One important discovery was the selective inhibition of specific DNA repair enzymes by NO. These mechanisms were shown to prevent the repair of DNA lesions induced by alkylating agents as well as ROS. In these studies, we have catalogued and defined the effects of the interaction of different radicals on cytotoxic mechanisms. For instance, NO serves to protect mammalian cells from hydrogen peroxide and xanthine oxidase-mediated cytotoxicity. Yet in prokaroytes, NO in combination with peroxide and xanthine serves as an impressive bactericidal agent. Correlation of the different effects NO has on the cytotoxicity of other agents with the chemical mechanisms has been described in what I refer to as the "chemical biology of nitric oxide."
This concept has provided a guide to understanding the free radical chemistry of NO in biological systems (D.A. Wink and J.B. Mitchell. "The chemical biology of nitric oxide: insights into regulatory, cytotoxic, and cyto-protective mechanisms of nitric oxide. Free Radic. Biol. Med. 25:434-456, 1998). We have collaborated with several groups to explore the role of NO in infectious diseases, ischemic reperfusion injury, and neurological disorders.
We became particularly interested in the effect of NO on increasing the toxicity of chemotherapeutic agents and radiation. This has resulted in a major new challengeto apply what has been learned in the chemical biology of NO to improving cancer treatment. We have investigated the use of free radicals to modulate modalities of cancer treatment. Nitric oxide can radiosensitize hypoxic cells. In addition, recent results show that NO dramatically enhances the cytotoxicity of some chemotherapeutic drugs including melphalan and cisplatin. A major objective is to selectively target tumor sites as opposed to normal tissue. We have taken two approaches. The first is the use of exogenous chemical agents that can specifically target tumors and deliver NO. Second, because there are reports that certain tumors may exhibit nitric oxide synthase (NOS) activity, we have begun to explore different strategies of inducing NOS directly in tumors, thereby providing a source of NO to the tumor directly.

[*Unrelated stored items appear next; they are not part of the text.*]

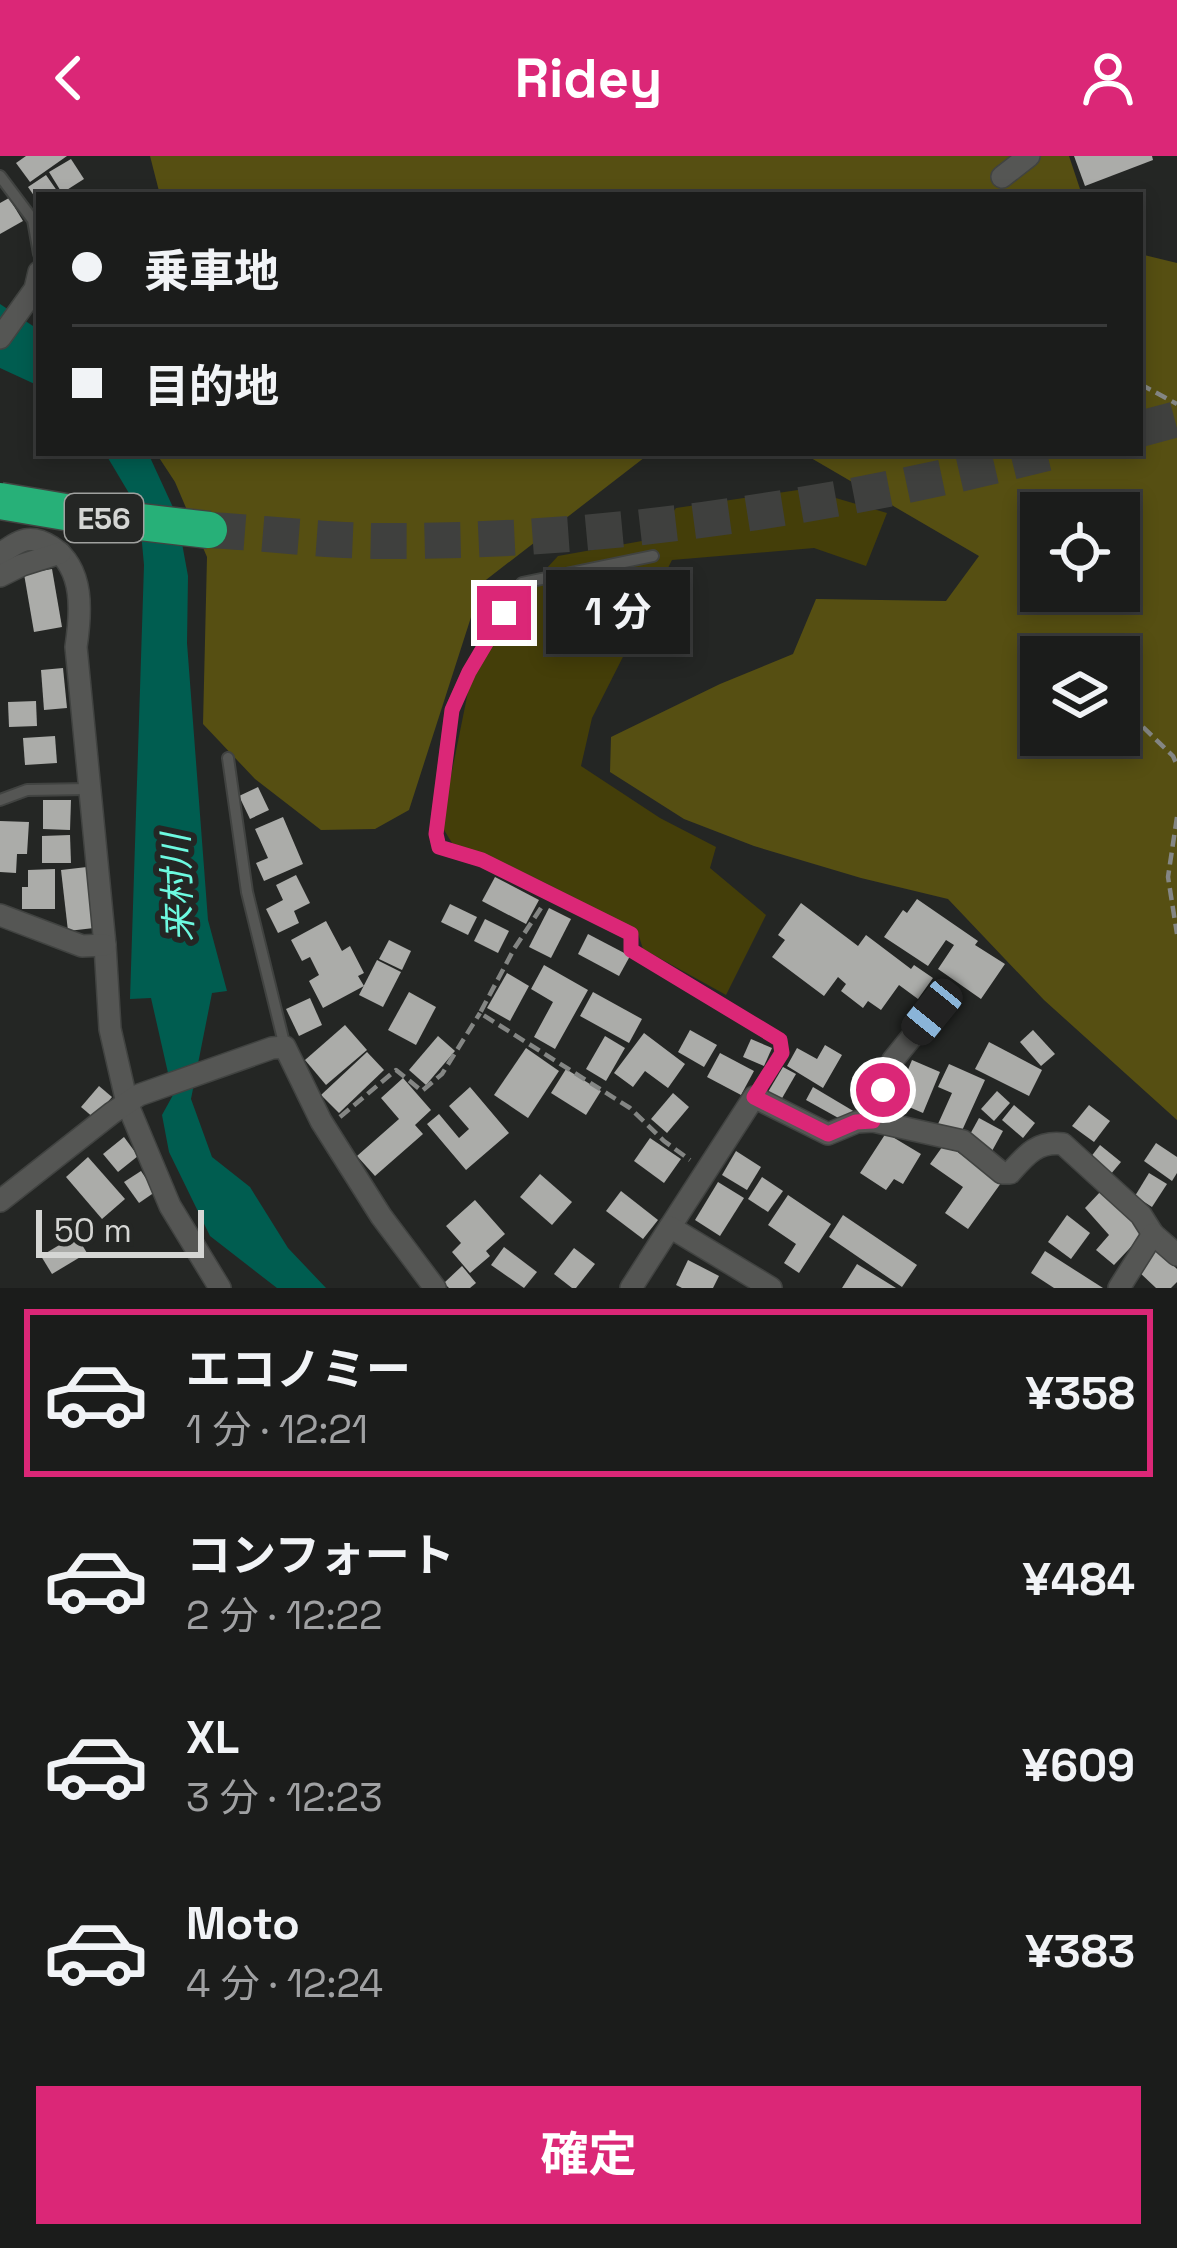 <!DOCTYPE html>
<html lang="ja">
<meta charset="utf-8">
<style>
:root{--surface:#1b1c1b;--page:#282928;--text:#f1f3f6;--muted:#a0a1a3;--line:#393a3a;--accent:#db2777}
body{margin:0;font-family:"Space Grotesk","Noto Sans JP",sans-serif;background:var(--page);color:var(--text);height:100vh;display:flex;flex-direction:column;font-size:45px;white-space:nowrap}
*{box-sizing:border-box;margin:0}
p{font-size:39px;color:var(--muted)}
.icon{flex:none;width:66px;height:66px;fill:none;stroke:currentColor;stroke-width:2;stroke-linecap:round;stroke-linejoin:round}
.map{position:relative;height:1132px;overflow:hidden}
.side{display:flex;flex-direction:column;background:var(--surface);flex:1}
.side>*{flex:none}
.banner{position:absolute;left:36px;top:36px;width:1107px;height:264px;border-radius:0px;box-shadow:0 6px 18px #0003,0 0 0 3px var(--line);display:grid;align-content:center;height:264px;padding:0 36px;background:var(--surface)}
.fabs{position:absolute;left:1020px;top:336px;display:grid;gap:24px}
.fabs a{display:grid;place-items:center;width:120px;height:120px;border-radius:0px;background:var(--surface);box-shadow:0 6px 18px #0003,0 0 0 3px var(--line);font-size:60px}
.scale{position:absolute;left:36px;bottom:30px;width:168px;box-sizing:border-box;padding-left:12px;border:6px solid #d5d6d4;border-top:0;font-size:33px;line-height:42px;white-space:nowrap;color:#d5d6d4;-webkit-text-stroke:9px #242624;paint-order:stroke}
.end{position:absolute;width:54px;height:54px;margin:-27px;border:15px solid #db2777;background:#fff;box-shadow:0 0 0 6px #fff}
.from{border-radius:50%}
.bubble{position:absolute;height:84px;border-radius:0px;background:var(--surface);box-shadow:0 6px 18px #0003,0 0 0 3px var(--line);font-size:39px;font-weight:700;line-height:84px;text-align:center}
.car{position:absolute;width:36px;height:72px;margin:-36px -18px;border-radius:15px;box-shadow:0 0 9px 3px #0007;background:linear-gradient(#222 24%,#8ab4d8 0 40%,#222 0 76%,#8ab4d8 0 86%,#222 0)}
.banner b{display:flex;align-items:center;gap:42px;height:114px;font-size:45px}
.banner b+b{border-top:3px solid var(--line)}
.banner i{width:30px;height:30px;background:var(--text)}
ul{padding:21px 0 0;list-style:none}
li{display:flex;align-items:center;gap:36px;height:168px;margin:0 24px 18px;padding:0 12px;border:6px solid transparent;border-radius:0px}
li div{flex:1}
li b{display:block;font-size:45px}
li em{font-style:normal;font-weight:700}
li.selected{border-color:var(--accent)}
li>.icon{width:108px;height:108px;stroke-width:1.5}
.primary-button{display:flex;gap:24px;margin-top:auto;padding:24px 36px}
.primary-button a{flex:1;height:138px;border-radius:0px;background:var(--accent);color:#fff;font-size:48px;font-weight:700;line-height:138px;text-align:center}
header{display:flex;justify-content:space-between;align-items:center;height:156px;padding:0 36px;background:var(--accent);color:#fff;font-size:54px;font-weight:700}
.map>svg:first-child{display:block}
.green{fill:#443e09}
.forest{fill:#564f12;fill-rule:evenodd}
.water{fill:#005d50}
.building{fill:#abaca9}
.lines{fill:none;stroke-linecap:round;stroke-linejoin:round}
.highway-tunnel{stroke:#3f403e;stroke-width:36;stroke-dasharray:36 18;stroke-linecap:butt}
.lane-casing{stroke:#414341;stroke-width:14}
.street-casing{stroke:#414341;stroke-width:24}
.path{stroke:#848684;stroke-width:4.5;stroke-dasharray:12 6;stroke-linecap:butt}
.lane{stroke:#555654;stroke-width:10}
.street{stroke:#555654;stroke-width:21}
.highway-bridge-casing{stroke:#414341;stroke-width:39;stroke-linecap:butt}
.highway-bridge{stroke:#27b078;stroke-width:36}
.route{stroke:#db2777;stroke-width:15}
.labels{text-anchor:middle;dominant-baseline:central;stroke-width:12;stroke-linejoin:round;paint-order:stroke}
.shield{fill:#242624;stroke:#a0a19f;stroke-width:3}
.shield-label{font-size:30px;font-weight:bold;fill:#d5d6d4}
.water-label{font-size:36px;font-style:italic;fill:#6dfae0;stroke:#242624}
</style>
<header><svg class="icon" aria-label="back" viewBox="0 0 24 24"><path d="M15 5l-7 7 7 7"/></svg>Ridey<svg class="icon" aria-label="person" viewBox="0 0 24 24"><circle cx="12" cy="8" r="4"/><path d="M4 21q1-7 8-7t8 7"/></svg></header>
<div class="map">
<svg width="1177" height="1132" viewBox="0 0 1177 1132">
<rect width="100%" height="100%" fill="#242624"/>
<polygon class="green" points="805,333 887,357 866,410 814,392 672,404 592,562 581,610 660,662 716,691 710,712 766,759 726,839 643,793 637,774 539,724 452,687 441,669 471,521 535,425 558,400 653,383 676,352"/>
<g class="forest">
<polygon points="150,0 1069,0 1082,39 160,39"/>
<path d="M1140 98 1177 107V964L1044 844 948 743 861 722 754 690 684 663 610 616 611 581 720 528 793 498 816 443 946 445 979 400 811 302 649 298 482 427 409 654 375 673 321 674 255 623 203 568 207 401 175 326 156 297H1140ZM1041 357H1119V435H1041ZM1041 501H1119V579H1041Z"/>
</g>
<g class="water">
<polygon points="0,148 39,174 39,230 0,212"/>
<polygon points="105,297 148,297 177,360 188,420 187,487 208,764 227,835 212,837 191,943 212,1001 250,1031 288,1092 326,1132 277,1132 210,1080 169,996 162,959 173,939 151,842 130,843 144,409 139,354"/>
</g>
<g class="building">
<polygon points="26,0 67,0 30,26 16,7"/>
<polygon points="1074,0 1152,0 1153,4 1085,30"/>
<polygon points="71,3 84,23 62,37 49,16"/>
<polygon points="46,19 60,39 39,39 39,47 28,31"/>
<polygon points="9,42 23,65 0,78 0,47"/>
<polygon points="52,413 62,471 34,476 24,418"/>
<polygon points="63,512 67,552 44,554 41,514"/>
<polygon points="36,545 37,570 9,571 8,546"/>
<polygon points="55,580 57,607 25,609 23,582"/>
<polygon points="258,631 269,654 250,663 239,640"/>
<polygon points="43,644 71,644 70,674 43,673"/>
<polygon points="283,661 303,708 264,725 256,707 268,702 255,673"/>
<polygon points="0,665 29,666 27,698 17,698 16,717 0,716"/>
<polygon points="70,679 71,707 42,707 42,680"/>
<polygon points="87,711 94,772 68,775 61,714"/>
<polygon points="55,713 55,753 22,753 22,731 28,731 28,714"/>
<polygon points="296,719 310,747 294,755 299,767 278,777 266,753 283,744 276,729"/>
<polygon points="495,721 539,744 526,768 482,745"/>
<polygon points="917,743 978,785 975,789 1005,808 981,843 938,813 954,789 946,784 928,810 884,781 903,754 907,757"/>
<polygon points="801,747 858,790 866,779 911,813 914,809 933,822 918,843 899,829 881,854 868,845 863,852 841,835 846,828 838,821 824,840 772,801 785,784 778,779"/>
<polygon points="450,748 477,761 468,779 441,766"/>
<polygon points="549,752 571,763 551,802 529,791"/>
<polygon points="485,763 509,775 498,797 474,785"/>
<polygon points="326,765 342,795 350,790 364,817 358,820 364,830 323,852 309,825 319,819 310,801 302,805 291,784"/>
<polygon points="588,778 630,800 619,820 578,798"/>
<polygon points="389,784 411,795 402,814 379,803"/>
<polygon points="377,804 401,816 383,851 359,839"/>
<polygon points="544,809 588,834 555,893 534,881 553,846 531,833"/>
<polygon points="507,817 529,830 510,865 487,852"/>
<polygon points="409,836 436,851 416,889 388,874"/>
<polygon points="593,836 642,863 629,887 580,860"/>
<polygon points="310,842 322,869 299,880 286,853"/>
<polygon points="345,869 367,894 326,929 305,904"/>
<polygon points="690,874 717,889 704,911 678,896"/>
<polygon points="1033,874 1055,898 1041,910 1020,886"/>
<polygon points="644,877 685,908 668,932 645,915 633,931 614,917"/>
<polygon points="438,880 455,895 426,929 409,914"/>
<polygon points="605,880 625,892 606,925 586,913"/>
<polygon points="751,883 772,892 764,910 743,901"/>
<polygon points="989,886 1042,914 1029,940 975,913"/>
<polygon points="825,889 842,899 823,932 787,910 797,892 817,903"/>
<polygon points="526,892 559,915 528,962 494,939"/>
<polygon points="367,896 384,914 339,957 321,939"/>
<polygon points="720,897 754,915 741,939 707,921"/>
<polygon points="912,904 940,916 923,957 895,945"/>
<polygon points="949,908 985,924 960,979 938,968 952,937 938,931"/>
<polygon points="783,911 796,918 781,944 768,936"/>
<polygon points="566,913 601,935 586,959 551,937"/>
<polygon points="403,922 431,954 415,969 423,978 375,1020 357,1000 399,963 381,942"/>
<polygon points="99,930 112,941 94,962 81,951"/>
<polygon points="470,931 509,977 466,1014 427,968 439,958 459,982 469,973 449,950"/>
<polygon points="813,931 855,956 842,964 806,944"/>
<polygon points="997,935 1010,947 994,965 981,953"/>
<polygon points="673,937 689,951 667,977 651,963"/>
<polygon points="1014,949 1035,967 1023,982 1002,964"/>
<polygon points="1089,949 1110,965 1094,986 1072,970"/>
<polygon points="979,962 1003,975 992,995 968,982"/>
<polygon points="886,977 921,998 903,1028 894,1023 886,1034 860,1017"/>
<polygon points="124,981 138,1000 118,1016 103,998"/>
<polygon points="650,982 681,1003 664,1027 634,1005"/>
<polygon points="945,987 1001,1027 968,1073 945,1057 963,1031 930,1008"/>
<polygon points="1156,987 1177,1001 1177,1017 1172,1025 1144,1005"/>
<polygon points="1100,989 1121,1006 1110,1019 1090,1002"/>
<polygon points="736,995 761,1011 747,1034 722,1019"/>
<polygon points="88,1001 125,1043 102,1063 66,1021"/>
<polygon points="141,1015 155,1036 139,1047 124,1026"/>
<polygon points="1149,1017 1167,1028 1152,1051 1135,1040"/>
<polygon points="540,1018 572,1046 552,1069 520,1041"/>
<polygon points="762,1021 783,1035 768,1056 748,1043"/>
<polygon points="718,1026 744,1042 720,1080 695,1064"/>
<polygon points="621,1035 658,1064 643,1083 606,1055"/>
<polygon points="1101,1035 1144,1077 1114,1109 1096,1094 1109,1079 1085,1052"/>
<polygon points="788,1039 831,1068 799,1117 784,1107 796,1088 768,1069"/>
<polygon points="475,1044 505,1078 486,1095 490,1100 470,1117 452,1096 461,1087 446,1070"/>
<polygon points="843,1059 917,1109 902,1131 829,1081"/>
<polygon points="1067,1059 1090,1077 1071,1103 1048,1086"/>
<polygon points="76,1079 87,1097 52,1118 41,1100"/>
<polygon points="504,1091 537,1116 524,1132 491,1109"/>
<polygon points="574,1092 595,1108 576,1132 572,1132 554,1118"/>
<polygon points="1157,1094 1177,1113 1177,1126 1171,1132 1156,1132 1138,1115"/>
<polygon points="1045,1095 1103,1132 1054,1132 1031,1117"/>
<polygon points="688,1104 719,1120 713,1132 682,1132 676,1129"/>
<polygon points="857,1108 896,1132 842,1132"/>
<polygon points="462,1110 476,1127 470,1132 449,1132 444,1127"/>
</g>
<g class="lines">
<g class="highway-tunnel">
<polyline points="1140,273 1177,263"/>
<path d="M209 374C264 377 320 384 374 385 600 387 829 352 1047 297"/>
</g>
<defs>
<g id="lane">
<polyline points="0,20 33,64 39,98"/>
<polyline points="653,400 522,427 469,516 452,553 436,678 439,691 482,704 631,778 631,794 780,884 781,897 754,941"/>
<polyline points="228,602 247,736 285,891"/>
<polyline points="0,644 27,634 88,633"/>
</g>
<g id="street">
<polyline points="1002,21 1029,0"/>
<polyline points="0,182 35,133 39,116"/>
<path d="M0 398C20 384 30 377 52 391 85 413 81 457 76 491L105 789 110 873 127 947 170 1050 220 1132"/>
<polyline points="0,420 22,409 60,397"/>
<polyline points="0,759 82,790 105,789"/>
<polyline points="873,965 893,904 932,856"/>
<polyline points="0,1045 112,957 139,939 272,892 285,891 321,965 381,1060 435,1132"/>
<path d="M670 1071 754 941 828 978 857 966 873 965 963 985 1002 1017H1010C1026 999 1037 985 1063 988L1141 1059 1153 1078 1177 1099"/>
<polyline points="631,1132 670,1071 771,1132"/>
<polyline points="1119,1132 1153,1078"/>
</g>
</defs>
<use href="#lane" class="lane-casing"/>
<use href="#street" class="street-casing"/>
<g class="path">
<polyline points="1140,228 1177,248"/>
<polyline points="1143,571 1173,600 1177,609"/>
<polyline points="1177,661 1168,721 1177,778"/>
<polyline points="541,752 514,793 480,857 630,952 664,985 690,1004"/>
<polyline points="340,961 396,914 422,935 442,918 480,857"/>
</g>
<use href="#lane" class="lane"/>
<use href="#street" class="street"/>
<defs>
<polyline id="highway-bridge" points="0,345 89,360 209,374"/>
</defs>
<use href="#highway-bridge" class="highway-bridge-casing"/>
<use href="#highway-bridge" class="highway-bridge"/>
</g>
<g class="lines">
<polyline class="route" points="504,457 469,516 452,554 436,678 439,691 482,704 631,778 631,794 780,884 782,897 754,941 828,978 856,966 873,965 883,934"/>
</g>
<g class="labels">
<rect class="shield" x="65" y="338" width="78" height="48" rx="9"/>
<g class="shield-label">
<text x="104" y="362">E56</text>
</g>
<g class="water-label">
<text transform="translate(178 732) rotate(-92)">来村川</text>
</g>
</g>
</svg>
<div class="fabs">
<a><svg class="icon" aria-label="locate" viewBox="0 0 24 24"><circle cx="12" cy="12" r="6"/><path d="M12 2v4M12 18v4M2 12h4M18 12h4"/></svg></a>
<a><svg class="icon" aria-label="layers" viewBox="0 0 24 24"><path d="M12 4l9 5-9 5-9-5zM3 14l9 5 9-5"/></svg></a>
</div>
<div class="scale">50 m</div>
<i class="end from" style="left:883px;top:934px"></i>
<i class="end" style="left:504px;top:457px"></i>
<div class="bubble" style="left:546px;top:414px;width:144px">1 分</div>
<i class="car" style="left:932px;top:856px;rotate:219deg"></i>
<div class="banner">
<b><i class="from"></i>乗車地</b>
<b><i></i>目的地</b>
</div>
</div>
<section class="side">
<ul>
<li class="selected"><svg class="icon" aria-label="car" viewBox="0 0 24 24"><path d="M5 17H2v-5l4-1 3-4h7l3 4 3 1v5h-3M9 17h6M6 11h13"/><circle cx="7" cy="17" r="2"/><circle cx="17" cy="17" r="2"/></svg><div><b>エコノミー</b><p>1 分 · 12:21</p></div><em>¥358</em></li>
<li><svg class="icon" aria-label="car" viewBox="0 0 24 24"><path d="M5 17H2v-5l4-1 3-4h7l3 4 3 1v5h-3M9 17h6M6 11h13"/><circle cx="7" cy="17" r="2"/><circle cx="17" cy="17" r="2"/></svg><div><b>コンフォート</b><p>2 分 · 12:22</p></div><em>¥484</em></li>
<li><svg class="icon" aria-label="car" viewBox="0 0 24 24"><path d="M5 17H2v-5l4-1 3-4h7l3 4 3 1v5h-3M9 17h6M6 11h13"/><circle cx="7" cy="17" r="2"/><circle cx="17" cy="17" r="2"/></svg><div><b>XL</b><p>3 分 · 12:23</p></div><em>¥609</em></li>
<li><svg class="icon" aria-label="car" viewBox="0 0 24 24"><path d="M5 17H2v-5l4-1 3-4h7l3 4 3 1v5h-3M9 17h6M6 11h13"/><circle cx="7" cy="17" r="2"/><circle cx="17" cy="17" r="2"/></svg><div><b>Moto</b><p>4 分 · 12:24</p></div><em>¥383</em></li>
</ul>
<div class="primary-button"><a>確定</a></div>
</section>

Throughout this research, we have had to explore different methods to deliver the NO redox chemistry to cellular models as well as in vivo. This has required the development of an analytical repertoire and synthetic systems that mimic redox reactions. Using a variety of analytical methods, we can determine the production of NO, RNOS, and ROS derived from different stimuli of the immune system. We can then develop a corresponding chemical model that can be used to treat cells and probe different molecular aspects of redox chemistry. We have been mapping the chemical effects on molecular targets to understand in vivo mechanisms of NO and to define the redox chemistry required to improve therapeutic outcomes.